(Saved data entries)
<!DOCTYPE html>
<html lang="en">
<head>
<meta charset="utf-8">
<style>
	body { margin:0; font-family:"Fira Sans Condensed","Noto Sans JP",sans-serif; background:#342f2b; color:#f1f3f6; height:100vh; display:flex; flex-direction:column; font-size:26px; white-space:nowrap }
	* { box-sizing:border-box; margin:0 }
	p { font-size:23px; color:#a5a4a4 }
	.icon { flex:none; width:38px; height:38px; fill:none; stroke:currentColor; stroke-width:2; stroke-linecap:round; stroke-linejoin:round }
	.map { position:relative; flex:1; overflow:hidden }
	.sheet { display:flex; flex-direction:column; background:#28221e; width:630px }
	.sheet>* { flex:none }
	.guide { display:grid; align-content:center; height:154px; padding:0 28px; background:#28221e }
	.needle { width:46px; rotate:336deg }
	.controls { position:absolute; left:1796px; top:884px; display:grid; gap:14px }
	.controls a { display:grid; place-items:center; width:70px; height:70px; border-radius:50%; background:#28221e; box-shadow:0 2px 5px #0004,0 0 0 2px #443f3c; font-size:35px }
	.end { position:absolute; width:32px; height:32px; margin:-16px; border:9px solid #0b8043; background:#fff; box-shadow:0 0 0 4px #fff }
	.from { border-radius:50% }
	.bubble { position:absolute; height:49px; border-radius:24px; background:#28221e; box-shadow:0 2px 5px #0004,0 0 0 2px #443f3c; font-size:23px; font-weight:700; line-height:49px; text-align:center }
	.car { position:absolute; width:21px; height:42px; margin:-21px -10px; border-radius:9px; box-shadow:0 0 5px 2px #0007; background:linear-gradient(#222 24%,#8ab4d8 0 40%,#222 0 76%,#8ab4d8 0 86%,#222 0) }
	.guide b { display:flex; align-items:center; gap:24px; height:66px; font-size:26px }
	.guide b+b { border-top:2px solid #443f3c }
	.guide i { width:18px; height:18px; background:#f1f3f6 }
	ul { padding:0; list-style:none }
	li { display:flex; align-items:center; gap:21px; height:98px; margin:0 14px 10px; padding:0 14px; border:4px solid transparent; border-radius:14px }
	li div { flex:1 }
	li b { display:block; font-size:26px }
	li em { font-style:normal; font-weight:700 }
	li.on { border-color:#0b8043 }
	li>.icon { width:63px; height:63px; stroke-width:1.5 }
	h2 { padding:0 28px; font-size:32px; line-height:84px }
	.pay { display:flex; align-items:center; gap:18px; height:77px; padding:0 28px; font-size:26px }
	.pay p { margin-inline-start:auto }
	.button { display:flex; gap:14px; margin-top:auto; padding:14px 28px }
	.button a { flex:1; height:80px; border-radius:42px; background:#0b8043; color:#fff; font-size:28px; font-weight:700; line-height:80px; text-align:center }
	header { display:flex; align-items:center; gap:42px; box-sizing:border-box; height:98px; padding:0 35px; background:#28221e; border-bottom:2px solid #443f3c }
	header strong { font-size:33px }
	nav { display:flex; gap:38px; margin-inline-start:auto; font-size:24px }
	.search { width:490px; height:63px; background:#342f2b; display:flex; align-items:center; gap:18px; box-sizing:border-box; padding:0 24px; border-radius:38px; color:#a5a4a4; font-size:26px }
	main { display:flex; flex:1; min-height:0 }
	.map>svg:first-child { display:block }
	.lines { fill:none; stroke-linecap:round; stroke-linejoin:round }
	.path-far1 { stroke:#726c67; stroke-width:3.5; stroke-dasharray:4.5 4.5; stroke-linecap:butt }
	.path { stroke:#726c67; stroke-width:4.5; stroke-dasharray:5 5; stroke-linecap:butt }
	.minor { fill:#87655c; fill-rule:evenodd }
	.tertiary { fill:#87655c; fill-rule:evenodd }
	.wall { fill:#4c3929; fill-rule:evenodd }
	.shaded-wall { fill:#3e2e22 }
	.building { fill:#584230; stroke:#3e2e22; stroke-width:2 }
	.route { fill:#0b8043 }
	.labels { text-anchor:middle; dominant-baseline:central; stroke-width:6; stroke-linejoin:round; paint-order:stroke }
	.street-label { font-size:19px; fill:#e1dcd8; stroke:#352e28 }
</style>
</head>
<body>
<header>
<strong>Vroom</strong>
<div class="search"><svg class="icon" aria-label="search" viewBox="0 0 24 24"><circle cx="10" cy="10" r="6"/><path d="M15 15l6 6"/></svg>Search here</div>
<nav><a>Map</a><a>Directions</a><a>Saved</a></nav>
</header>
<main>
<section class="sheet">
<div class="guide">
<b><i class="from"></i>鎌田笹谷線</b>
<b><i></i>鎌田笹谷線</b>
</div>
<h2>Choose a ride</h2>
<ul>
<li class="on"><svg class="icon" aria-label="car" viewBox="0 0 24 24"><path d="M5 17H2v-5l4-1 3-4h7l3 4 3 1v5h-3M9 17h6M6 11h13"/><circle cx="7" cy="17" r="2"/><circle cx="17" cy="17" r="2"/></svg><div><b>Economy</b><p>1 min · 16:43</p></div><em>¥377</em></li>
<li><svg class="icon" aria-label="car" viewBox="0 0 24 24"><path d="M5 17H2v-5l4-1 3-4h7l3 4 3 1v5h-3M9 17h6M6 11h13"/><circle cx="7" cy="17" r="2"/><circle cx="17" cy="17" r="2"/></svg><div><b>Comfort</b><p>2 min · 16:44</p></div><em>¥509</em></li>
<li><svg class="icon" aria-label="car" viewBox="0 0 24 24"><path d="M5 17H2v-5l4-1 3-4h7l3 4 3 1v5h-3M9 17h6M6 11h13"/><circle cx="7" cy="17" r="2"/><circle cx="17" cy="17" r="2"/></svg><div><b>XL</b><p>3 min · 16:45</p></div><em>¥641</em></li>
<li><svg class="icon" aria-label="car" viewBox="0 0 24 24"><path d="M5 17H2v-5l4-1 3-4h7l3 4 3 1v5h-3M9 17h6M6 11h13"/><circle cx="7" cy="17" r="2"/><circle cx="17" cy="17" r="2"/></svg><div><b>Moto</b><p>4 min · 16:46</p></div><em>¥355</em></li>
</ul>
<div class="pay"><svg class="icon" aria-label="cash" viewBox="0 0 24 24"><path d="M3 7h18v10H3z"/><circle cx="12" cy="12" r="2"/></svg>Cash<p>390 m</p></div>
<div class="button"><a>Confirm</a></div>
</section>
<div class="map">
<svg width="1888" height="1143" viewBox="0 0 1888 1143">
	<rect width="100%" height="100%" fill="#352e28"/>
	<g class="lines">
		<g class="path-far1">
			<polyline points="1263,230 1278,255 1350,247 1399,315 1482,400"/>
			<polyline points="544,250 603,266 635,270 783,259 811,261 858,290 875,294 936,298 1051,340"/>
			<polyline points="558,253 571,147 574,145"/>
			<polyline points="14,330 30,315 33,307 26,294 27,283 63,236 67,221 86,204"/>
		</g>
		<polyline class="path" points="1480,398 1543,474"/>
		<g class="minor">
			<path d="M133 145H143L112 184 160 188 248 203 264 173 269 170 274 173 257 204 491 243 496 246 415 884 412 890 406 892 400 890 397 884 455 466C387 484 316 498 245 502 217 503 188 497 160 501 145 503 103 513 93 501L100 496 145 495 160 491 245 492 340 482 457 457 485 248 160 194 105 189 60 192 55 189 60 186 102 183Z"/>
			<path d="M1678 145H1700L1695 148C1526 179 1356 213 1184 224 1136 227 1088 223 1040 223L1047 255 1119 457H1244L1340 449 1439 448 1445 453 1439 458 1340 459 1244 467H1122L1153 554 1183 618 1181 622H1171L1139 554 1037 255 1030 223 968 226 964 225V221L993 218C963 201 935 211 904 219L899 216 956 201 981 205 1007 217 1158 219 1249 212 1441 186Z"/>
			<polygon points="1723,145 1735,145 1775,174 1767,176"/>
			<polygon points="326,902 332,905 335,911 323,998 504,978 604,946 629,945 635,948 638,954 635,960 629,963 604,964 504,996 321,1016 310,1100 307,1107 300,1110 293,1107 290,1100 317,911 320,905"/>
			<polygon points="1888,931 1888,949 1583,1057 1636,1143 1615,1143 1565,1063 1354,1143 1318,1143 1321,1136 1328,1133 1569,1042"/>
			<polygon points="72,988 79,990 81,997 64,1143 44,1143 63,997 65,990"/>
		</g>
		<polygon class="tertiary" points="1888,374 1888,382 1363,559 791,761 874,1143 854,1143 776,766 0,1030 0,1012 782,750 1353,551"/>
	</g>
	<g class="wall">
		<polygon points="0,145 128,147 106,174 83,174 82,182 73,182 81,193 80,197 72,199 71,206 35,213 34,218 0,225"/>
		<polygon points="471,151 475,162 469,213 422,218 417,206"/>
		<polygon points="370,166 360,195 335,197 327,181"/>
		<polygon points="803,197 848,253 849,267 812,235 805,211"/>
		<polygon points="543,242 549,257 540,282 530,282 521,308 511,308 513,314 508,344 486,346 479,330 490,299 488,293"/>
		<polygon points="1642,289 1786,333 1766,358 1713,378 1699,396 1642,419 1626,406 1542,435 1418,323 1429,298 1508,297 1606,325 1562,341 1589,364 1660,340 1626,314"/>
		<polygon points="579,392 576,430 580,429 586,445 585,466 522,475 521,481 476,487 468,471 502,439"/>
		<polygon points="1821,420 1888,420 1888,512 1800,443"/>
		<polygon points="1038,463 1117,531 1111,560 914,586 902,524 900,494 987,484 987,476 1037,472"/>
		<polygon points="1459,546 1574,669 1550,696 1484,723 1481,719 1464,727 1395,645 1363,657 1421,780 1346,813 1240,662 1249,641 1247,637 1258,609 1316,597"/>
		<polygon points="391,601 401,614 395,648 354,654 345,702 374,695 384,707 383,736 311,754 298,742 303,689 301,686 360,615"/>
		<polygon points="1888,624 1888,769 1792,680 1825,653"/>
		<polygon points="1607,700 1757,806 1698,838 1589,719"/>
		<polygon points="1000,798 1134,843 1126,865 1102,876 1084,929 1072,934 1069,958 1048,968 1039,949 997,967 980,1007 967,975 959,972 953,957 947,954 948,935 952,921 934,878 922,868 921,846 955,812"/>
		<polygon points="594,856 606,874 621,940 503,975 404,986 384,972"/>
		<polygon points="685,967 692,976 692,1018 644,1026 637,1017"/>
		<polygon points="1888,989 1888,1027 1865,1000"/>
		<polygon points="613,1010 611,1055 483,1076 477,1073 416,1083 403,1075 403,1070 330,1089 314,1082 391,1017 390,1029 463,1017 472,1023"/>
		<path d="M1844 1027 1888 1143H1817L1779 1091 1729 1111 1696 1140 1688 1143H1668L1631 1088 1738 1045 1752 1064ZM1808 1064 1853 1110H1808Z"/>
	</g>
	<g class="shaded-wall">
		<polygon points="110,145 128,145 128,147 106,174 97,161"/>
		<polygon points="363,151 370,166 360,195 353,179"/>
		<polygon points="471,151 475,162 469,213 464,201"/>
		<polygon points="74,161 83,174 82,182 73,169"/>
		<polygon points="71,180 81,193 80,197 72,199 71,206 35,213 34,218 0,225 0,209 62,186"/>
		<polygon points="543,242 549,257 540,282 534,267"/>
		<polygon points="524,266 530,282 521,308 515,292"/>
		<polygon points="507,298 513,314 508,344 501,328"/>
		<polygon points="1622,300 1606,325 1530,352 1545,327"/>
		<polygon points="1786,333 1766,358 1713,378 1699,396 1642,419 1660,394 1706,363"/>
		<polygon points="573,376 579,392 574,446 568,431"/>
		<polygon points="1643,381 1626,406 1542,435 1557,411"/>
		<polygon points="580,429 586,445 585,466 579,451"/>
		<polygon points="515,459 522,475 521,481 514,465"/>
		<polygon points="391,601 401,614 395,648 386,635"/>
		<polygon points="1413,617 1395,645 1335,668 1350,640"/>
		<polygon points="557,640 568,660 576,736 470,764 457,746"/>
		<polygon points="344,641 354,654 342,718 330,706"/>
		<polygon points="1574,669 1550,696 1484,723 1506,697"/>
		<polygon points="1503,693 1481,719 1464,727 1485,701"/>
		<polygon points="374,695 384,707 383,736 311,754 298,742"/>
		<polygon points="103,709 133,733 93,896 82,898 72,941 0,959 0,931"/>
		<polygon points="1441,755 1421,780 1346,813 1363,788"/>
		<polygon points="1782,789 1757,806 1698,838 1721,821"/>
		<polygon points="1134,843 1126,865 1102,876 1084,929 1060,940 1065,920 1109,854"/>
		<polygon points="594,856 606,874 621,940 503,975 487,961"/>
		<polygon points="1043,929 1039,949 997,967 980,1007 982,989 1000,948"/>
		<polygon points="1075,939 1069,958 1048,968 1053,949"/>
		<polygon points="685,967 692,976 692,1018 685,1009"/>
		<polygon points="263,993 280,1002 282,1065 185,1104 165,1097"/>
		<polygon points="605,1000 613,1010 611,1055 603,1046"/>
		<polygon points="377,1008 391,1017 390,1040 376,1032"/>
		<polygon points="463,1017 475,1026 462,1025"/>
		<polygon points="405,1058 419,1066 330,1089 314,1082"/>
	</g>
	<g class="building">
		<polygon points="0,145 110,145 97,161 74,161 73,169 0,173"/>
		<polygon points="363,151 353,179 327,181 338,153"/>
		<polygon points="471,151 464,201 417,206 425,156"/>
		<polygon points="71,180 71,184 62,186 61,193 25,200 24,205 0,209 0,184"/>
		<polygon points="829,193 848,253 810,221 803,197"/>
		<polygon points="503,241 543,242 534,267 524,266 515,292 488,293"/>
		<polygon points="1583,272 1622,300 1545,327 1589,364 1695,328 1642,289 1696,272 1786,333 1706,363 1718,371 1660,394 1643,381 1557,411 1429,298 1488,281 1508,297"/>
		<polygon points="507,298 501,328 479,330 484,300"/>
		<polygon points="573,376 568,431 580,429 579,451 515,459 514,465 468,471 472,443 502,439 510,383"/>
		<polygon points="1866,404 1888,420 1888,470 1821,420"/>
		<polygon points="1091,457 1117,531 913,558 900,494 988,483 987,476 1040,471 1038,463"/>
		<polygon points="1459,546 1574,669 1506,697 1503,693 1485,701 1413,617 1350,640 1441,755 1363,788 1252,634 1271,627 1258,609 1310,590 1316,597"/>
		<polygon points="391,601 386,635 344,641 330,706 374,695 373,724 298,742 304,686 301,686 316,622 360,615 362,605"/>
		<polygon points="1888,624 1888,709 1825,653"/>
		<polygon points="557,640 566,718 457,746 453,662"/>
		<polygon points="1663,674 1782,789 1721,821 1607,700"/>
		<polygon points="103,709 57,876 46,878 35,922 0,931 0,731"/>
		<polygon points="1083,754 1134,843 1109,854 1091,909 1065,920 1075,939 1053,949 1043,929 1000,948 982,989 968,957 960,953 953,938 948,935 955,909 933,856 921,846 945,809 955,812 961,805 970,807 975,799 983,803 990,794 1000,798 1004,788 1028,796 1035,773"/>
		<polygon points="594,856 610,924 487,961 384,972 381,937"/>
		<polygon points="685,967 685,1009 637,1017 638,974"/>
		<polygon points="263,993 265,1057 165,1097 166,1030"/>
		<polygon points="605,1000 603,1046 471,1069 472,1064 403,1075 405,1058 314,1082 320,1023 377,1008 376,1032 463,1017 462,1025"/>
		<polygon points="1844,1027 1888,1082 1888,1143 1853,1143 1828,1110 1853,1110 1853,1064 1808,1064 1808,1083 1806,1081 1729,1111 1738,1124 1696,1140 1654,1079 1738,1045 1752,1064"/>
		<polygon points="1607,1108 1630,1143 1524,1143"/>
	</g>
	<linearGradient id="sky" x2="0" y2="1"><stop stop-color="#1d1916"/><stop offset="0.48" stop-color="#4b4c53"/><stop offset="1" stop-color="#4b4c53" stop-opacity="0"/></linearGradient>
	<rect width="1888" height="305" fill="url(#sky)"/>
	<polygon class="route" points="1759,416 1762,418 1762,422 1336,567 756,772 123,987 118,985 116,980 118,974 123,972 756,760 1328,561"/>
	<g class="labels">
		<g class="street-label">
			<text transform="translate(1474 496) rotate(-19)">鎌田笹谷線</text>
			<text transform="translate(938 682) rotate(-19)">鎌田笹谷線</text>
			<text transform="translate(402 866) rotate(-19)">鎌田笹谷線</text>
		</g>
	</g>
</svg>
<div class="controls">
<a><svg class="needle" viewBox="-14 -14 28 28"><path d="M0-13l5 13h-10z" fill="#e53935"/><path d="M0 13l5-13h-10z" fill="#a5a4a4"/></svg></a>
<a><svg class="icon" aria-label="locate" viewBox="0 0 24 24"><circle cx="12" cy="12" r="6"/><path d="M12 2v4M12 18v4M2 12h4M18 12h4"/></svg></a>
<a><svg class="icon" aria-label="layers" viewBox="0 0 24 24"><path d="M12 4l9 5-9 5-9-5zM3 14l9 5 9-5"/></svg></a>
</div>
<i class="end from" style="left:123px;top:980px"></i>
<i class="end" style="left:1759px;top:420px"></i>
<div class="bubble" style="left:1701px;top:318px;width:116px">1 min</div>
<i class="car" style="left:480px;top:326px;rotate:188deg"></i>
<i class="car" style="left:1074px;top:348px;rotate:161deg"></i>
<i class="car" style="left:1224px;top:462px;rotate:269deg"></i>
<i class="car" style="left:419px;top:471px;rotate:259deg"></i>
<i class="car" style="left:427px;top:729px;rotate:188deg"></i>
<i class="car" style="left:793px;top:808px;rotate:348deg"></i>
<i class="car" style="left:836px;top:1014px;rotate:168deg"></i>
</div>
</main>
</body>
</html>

> **TASK TO COMPLETE**: Starting at the top of the data above, repeat every line exactly until the line containing "width:18px; height:18px; background:#f1f3f6" has been given, then stop.

> **SOLUTION**:
<!DOCTYPE html>
<html lang="en">
<head>
<meta charset="utf-8">
<style>
	body { margin:0; font-family:"Fira Sans Condensed","Noto Sans JP",sans-serif; background:#342f2b; color:#f1f3f6; height:100vh; display:flex; flex-direction:column; font-size:26px; white-space:nowrap }
	* { box-sizing:border-box; margin:0 }
	p { font-size:23px; color:#a5a4a4 }
	.icon { flex:none; width:38px; height:38px; fill:none; stroke:currentColor; stroke-width:2; stroke-linecap:round; stroke-linejoin:round }
	.map { position:relative; flex:1; overflow:hidden }
	.sheet { display:flex; flex-direction:column; background:#28221e; width:630px }
	.sheet>* { flex:none }
	.guide { display:grid; align-content:center; height:154px; padding:0 28px; background:#28221e }
	.needle { width:46px; rotate:336deg }
	.controls { position:absolute; left:1796px; top:884px; display:grid; gap:14px }
	.controls a { display:grid; place-items:center; width:70px; height:70px; border-radius:50%; background:#28221e; box-shadow:0 2px 5px #0004,0 0 0 2px #443f3c; font-size:35px }
	.end { position:absolute; width:32px; height:32px; margin:-16px; border:9px solid #0b8043; background:#fff; box-shadow:0 0 0 4px #fff }
	.from { border-radius:50% }
	.bubble { position:absolute; height:49px; border-radius:24px; background:#28221e; box-shadow:0 2px 5px #0004,0 0 0 2px #443f3c; font-size:23px; font-weight:700; line-height:49px; text-align:center }
	.car { position:absolute; width:21px; height:42px; margin:-21px -10px; border-radius:9px; box-shadow:0 0 5px 2px #0007; background:linear-gradient(#222 24%,#8ab4d8 0 40%,#222 0 76%,#8ab4d8 0 86%,#222 0) }
	.guide b { display:flex; align-items:center; gap:24px; height:66px; font-size:26px }
	.guide b+b { border-top:2px solid #443f3c }
	.guide i { width:18px; height:18px; background:#f1f3f6 }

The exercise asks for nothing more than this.